Displays the end of a test case.

:param test_case_execution:Test case being executed.

endtestsuite(test_suite_execution)

Displays the end of a test suite.

:param test_suite_execution:Test suite being executed.

endcampaign(campaign_execution)

Displays the end of the campaign.

Parameters:

campaign_execution – Campaign being executed.

Displays the campaign statistics

scenario.campaignreport module

Campaign reports.

CAMPAIGN_REPORT

Main instance of CampaignReport.

class CampaignReport

Bases: Logger

Campaign report management.

JUnit XML reporting file format:

• Refer to: https://llg.cubic.org/docs/junit/ [CUBIC]

• Other useful resource: https://stackoverflow.com/questions/442556/spec-for-junit-xml-output

__init__()

Configures logging for the CampaignReport class.

_junit_path

JUnit report path being written or read.

writejunitreport(campaign_execution, junit_path)

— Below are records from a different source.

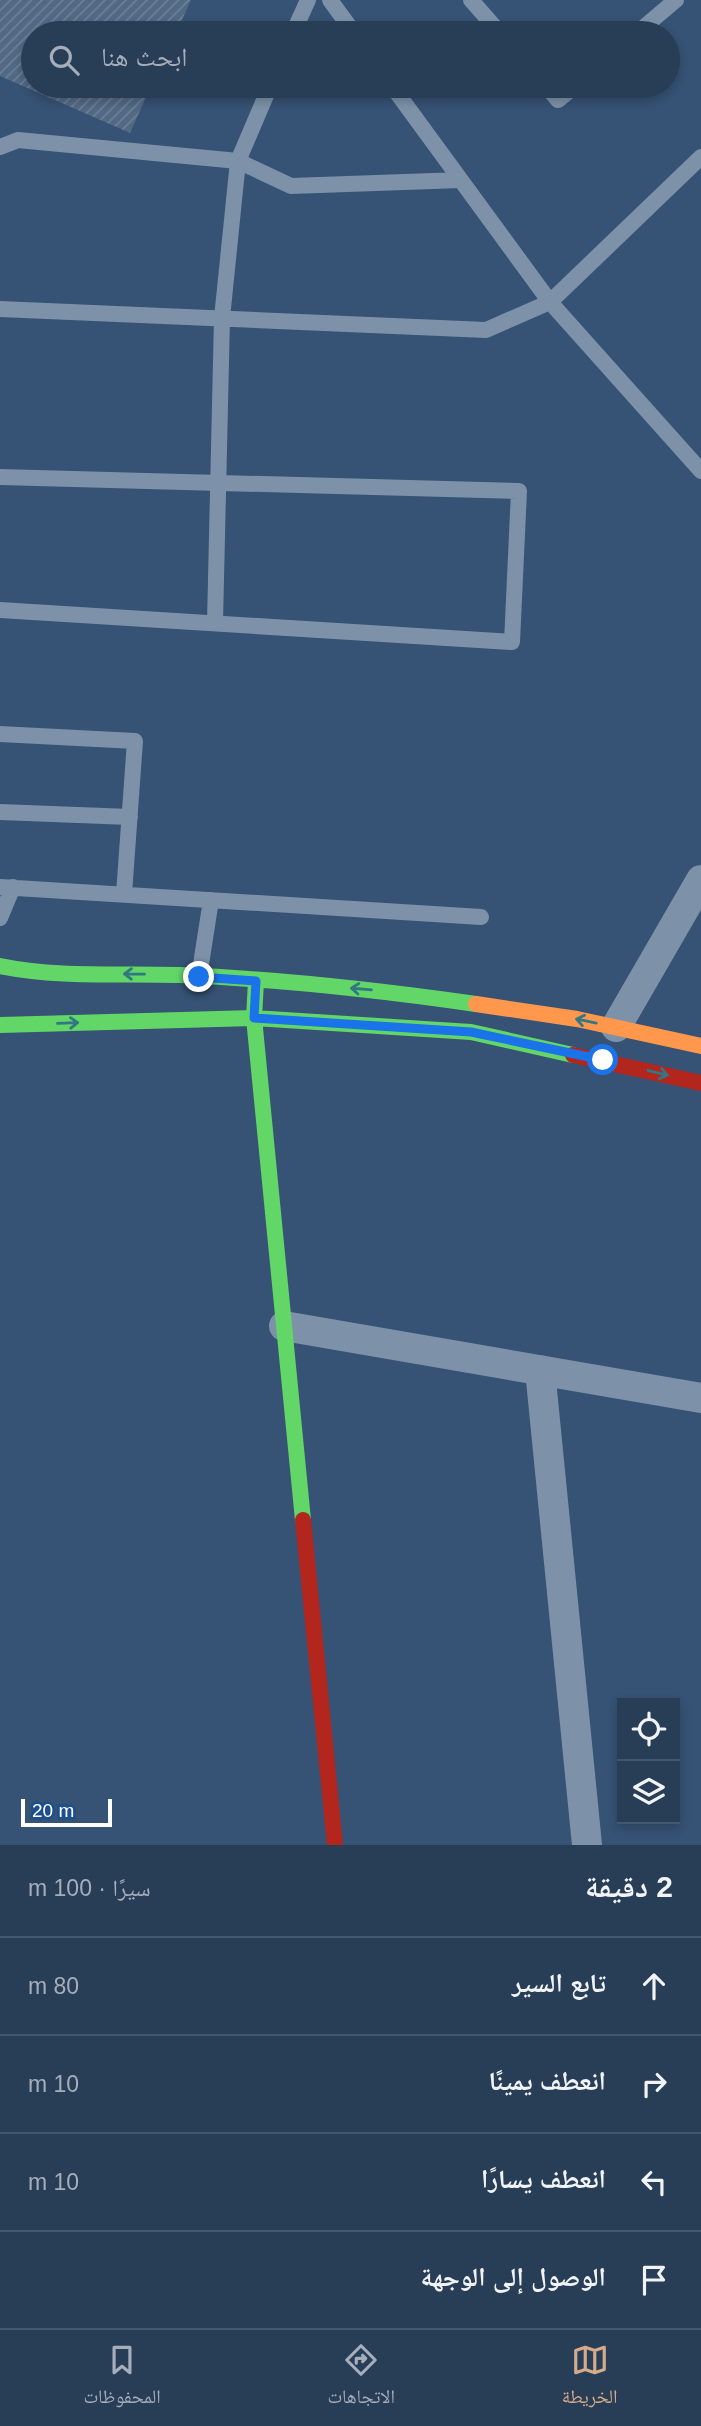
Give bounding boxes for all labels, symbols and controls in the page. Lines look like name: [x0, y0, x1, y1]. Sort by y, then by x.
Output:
search box: [21, 21, 680, 98]
icon: search: [45, 41, 83, 79]
text: ابحث هنا: [101, 42, 188, 72]
route end: [183, 961, 214, 992]
one-way arrow: [123, 967, 146, 981]
one-way arrow: [350, 983, 373, 996]
one-way arrow: [575, 1014, 598, 1028]
one-way arrow: [56, 1017, 79, 1030]
route start: [587, 1044, 618, 1075]
one-way arrow: [646, 1067, 669, 1080]
map controls: [617, 1698, 680, 1824]
button: locate: [617, 1698, 680, 1761]
button: layers: [617, 1761, 680, 1824]
scale bar: [21, 1796, 112, 1828]
text: 20 m: [32, 1800, 74, 1821]
text: 2 دقيقة: [585, 1870, 673, 1903]
text: سيرًا · 100 m: [28, 1875, 151, 1901]
icon: ahead: [635, 1967, 673, 2005]
text: تابع السير: [512, 1968, 606, 1998]
text: 80 m: [28, 1973, 79, 1999]
icon: right: [635, 2065, 673, 2103]
text: انعطف يمينًا: [489, 2066, 606, 2096]
text: 10 m: [28, 2071, 79, 2097]
icon: left: [635, 2163, 673, 2201]
text: انعطف يسارًا: [481, 2164, 606, 2194]
text: 10 m: [28, 2169, 79, 2195]
icon: arrive: [635, 2261, 673, 2299]
text: الوصول إلى الوجهة: [421, 2262, 606, 2292]
tab: المحفوظات: [83, 2341, 161, 2415]
tab: الاتجاهات: [327, 2341, 395, 2415]
tab: الخريطة: [562, 2341, 618, 2415]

Generates a JUnit XML report output file.

Parameters:

• campaign_execution – Campaign execution to generate the report for.

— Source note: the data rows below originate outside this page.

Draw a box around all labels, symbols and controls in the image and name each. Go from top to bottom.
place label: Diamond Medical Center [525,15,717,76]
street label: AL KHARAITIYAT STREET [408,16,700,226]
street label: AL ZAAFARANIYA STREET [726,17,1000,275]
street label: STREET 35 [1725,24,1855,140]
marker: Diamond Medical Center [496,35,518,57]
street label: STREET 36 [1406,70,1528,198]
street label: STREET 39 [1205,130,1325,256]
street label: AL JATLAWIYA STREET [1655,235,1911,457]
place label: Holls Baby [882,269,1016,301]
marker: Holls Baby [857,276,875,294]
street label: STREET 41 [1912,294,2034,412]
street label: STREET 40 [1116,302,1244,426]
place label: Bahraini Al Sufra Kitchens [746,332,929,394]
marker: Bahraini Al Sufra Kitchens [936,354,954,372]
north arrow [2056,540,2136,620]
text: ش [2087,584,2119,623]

• junit_path – Path to write the JUnit report into.

Returns:

True for success, False otherwise.

readjunitreport(junit_path)

Reads the JUnit report.

Parameters:

junit_path – Path of the JUnit file to read.

Returns:

Campaign execution data read from the JUnit file. None when the file could not be read, or its content could not be parsed successfully.

_campaign2xml(xml_doc, campaign_execution)

Campaign JUnit XML generation.

Parameters:

• xml_doc – XML document.

• campaign_execution – Campaign execution to generate the JUnit XML for.

Returns:

Campaign JUnit XML.

_xml2campaign(xml_doc)

Campaign execution reading from JUnit report.

Parameters:

xml_doc – JUnit XML document to read from.

Returns:

Campaign execution data.

_testsuite2xml(xml_doc, test_suite_execution, test_suite_id)

Test suite JUnit XML generation.

Parameters:

• xml_doc – XML document.

• test_suite_execution – Test suite execution to generate the JUnit XML for.

• test_suite_id – Test suite identifier.

Returns:

Test suite JUnit XML.

_xml2testsuite(campaign_execution, xml_test_suite)

Test suite reading from JUnit report.

Parameters:

• campaign_execution – Owner campaign execution instance.

• xml_test_suite – JUnit XML to read from.

Returns:

Test suite execution data.

_testcase2xml(xml_doc, test_case_execution)

Test case JUnit XML generation.

Parameters:

• xml_doc – XML document.

• test_case_execution – Test case execution to generate the JUnit XML for.

Returns:

Test case JUnit XML.

_xml2testcase(test_suite_execution, xml_test_case)

Test case reading from JUnit XML.

Parameters:

• test_suite_execution – Owner test suite execution instance.

• xml_test_case – JUnit XML to read from.

Returns:

Test case execution data.

_safestr2xml(string)

Safe string conversion before it is used in the JUnit report.

Removal of colors.

Parameters:

string – String to convert.

Returns:

String safely converted.

_path2xmlattr(xml_node, attr_name, path)

Sets a path XML attribute.

Sets either a relative or absolute path depending on the given file location compared with this JUnit file location.

Parameters:

• xml_node – XML node to set the attribute for.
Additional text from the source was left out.